Link post AI alignment work typically treats AI’s as single entities. While I agree that this is a good approximation, I think they will be better described as a highly coordinated population of agents. Rather than simply grow in size and acquire more resources, AI’s will find it in their best interests to split into many smaller agents.
One reason to multiply is to save resources. It may be more efficient to break into smaller, simpler agents to handle multiple tasks rather than use a single large agent to handle all tasks.
Having many copies can leverage certain efficiencies of scale. It also offers the AI a way to increase it’s capability without needing to worry about creating an aligned agent.
Splitting into smaller components also has the benefit of reducing overall risk. A single agent faces a much higher probability of extinction compared to a population of agents. Having many copies allows the AI to diversify its strategy.
Under certain circumstances, copies may also be able to carry out a Sybil attack that a singleton could not, giving the AI more influence in the world.
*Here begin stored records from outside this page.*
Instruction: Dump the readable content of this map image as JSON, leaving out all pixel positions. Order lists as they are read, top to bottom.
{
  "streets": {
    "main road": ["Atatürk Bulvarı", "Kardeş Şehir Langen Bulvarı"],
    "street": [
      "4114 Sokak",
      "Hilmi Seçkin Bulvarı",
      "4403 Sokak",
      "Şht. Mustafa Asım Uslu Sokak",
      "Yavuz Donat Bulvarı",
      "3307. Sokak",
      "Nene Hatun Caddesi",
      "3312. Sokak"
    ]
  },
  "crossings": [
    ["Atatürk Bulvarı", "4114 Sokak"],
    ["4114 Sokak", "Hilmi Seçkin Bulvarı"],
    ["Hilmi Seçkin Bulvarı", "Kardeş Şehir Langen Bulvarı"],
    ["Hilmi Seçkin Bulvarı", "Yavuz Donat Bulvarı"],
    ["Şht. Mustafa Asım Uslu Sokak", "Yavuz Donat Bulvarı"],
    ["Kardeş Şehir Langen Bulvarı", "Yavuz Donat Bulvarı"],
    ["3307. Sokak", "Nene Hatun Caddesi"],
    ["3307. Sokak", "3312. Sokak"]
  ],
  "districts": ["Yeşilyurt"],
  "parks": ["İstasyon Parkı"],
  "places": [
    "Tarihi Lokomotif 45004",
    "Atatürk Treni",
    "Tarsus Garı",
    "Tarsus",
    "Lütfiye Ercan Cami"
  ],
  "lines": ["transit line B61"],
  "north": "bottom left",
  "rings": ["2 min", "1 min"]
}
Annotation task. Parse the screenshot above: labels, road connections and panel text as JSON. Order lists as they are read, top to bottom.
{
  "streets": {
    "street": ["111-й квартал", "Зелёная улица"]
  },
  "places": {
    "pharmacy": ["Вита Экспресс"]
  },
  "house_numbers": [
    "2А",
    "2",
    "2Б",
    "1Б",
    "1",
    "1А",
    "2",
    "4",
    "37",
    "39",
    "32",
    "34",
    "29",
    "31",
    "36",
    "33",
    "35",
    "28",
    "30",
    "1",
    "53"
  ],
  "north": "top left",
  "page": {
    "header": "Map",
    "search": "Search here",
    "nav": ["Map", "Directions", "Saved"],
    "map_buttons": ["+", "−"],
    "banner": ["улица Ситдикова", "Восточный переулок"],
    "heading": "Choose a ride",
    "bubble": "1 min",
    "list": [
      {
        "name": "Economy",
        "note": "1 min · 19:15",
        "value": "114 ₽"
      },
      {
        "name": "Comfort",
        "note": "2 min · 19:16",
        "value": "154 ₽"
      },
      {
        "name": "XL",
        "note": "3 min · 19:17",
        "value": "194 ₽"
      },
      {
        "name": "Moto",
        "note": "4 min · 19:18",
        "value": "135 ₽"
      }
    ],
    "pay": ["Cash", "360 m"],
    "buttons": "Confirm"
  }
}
Copies can gather resources more effectively as well. When an AI needs to cover a large area but cannot adequately control actions at every point, it makes sense to split into independent agents. This is particularly true for space expeditions, where the speed of light makes communication too slow to be useful for making quick decisions.
For these reasons, making copies is a convergent instrumental subgoal.
This whole post is hard to evaluate because you haven’t said what you mean by "single agent" vs "multiple agents". If you cut a human brain in half, put each half in different tanks and put laggy transmission and lossy compression between the halves, is that one agent or 2. (When cut in half, both halves of the human brain remain somewhat functional on there own. Does this make normal humans 2 agents?)
I agree there’s an important concept here.
One important countervailing consideration not mentioned in the OP or comments is indexical objectives/values[1]. In the presence of such indexical objectives, even a (computational) perfect clone may give rise to an adversary, because both instances will receive different inputs and accrue different state/context for their objectives to relate to.
cf nature where even perfect genetic clones can be in competition.
I think the key contribution is uncovering the implicit assumptions behind the concept of a singleton agent. Is a nation-state a singleton? If not, why not?
Comment
I agree. I think it is pretty hard to cleanly divide something into a single agent or multiple agents in general. Practically, this means that it can be useful to model something using different frames (e.g. a single agent or as a collection of agents).